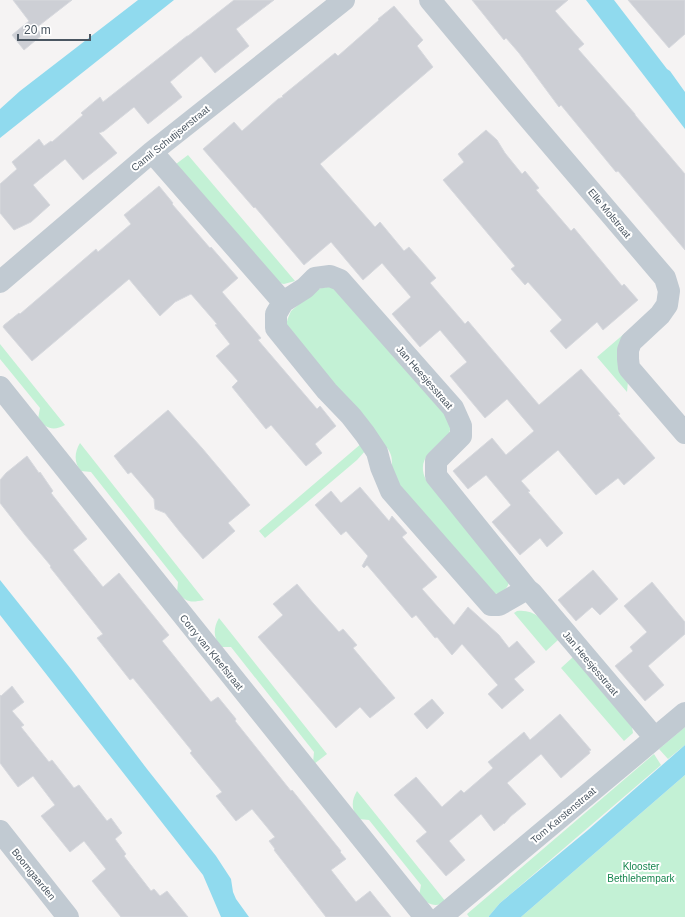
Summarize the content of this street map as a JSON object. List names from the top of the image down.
{
  "streets": {
    "street": [
      "Camil Schutijserstraat",
      "Elle Molstraat",
      "Jan Heesjesstraat",
      "Corry van Kleefstraat",
      "Tom Karstenstraat",
      "Boomgaarden"
    ]
  },
  "crossings": [
    ["Jan Heesjesstraat", "Tom Karstenstraat"]
  ],
  "parks": ["Klooster Bethlehempark"],
  "scale_bar": "20 m"
}
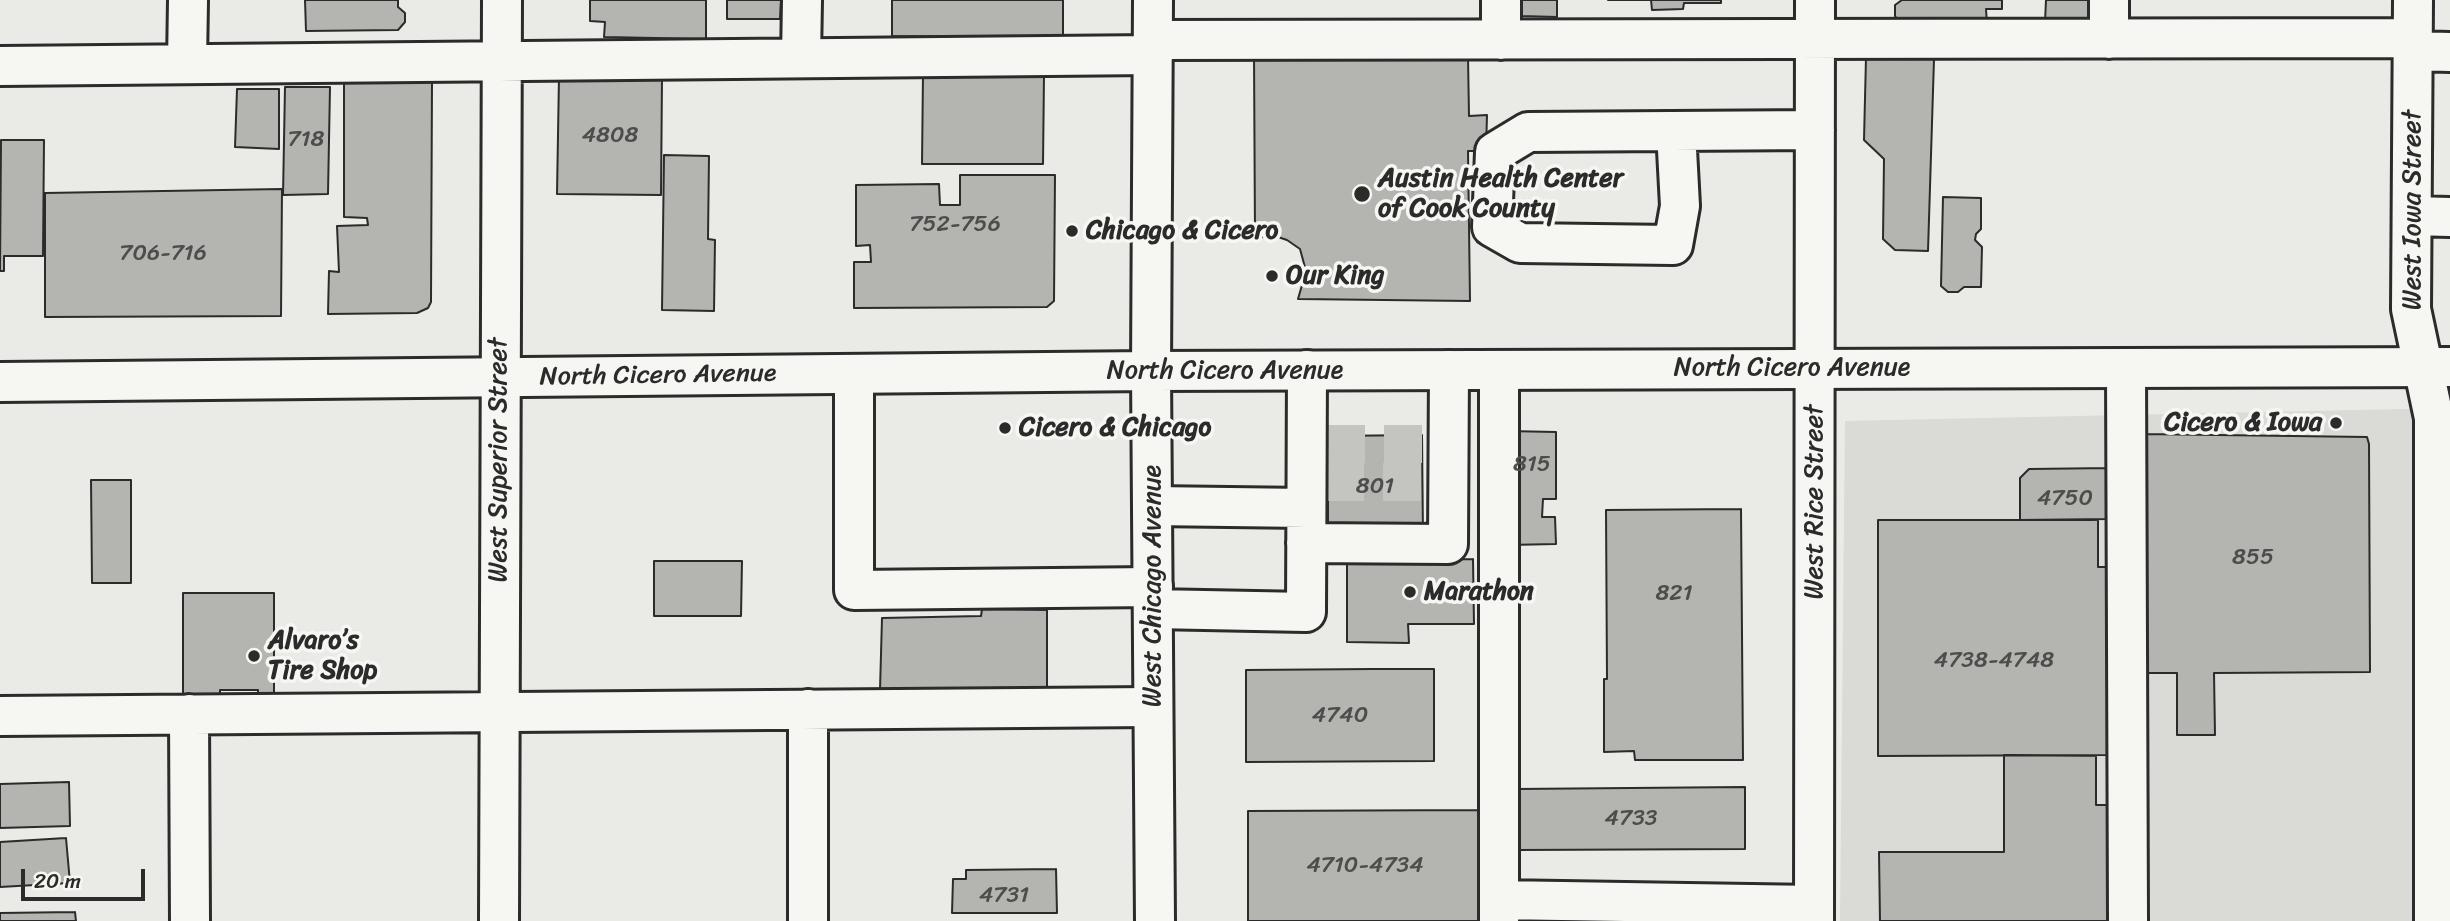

◆ ◆ ◆ ◆ ◆ ◆ ◆

■ PROMPT:
An exact copy of the entries, without any pictures, is what the answer should be.

■ SOLUTION BELOW:
Summarize the content of this street map as a JSON object. List names from the top of the image down.
{
  "streets": {
    "street": [
      "Camil Schutijserstraat",
      "Elle Molstraat",
      "Jan Heesjesstraat",
      "Corry van Kleefstraat",
      "Tom Karstenstraat",
      "Boomgaarden"
    ]
  },
  "crossings": [
    ["Jan Heesjesstraat", "Tom Karstenstraat"]
  ],
  "parks": ["Klooster Bethlehempark"],
  "scale_bar": "20 m"
}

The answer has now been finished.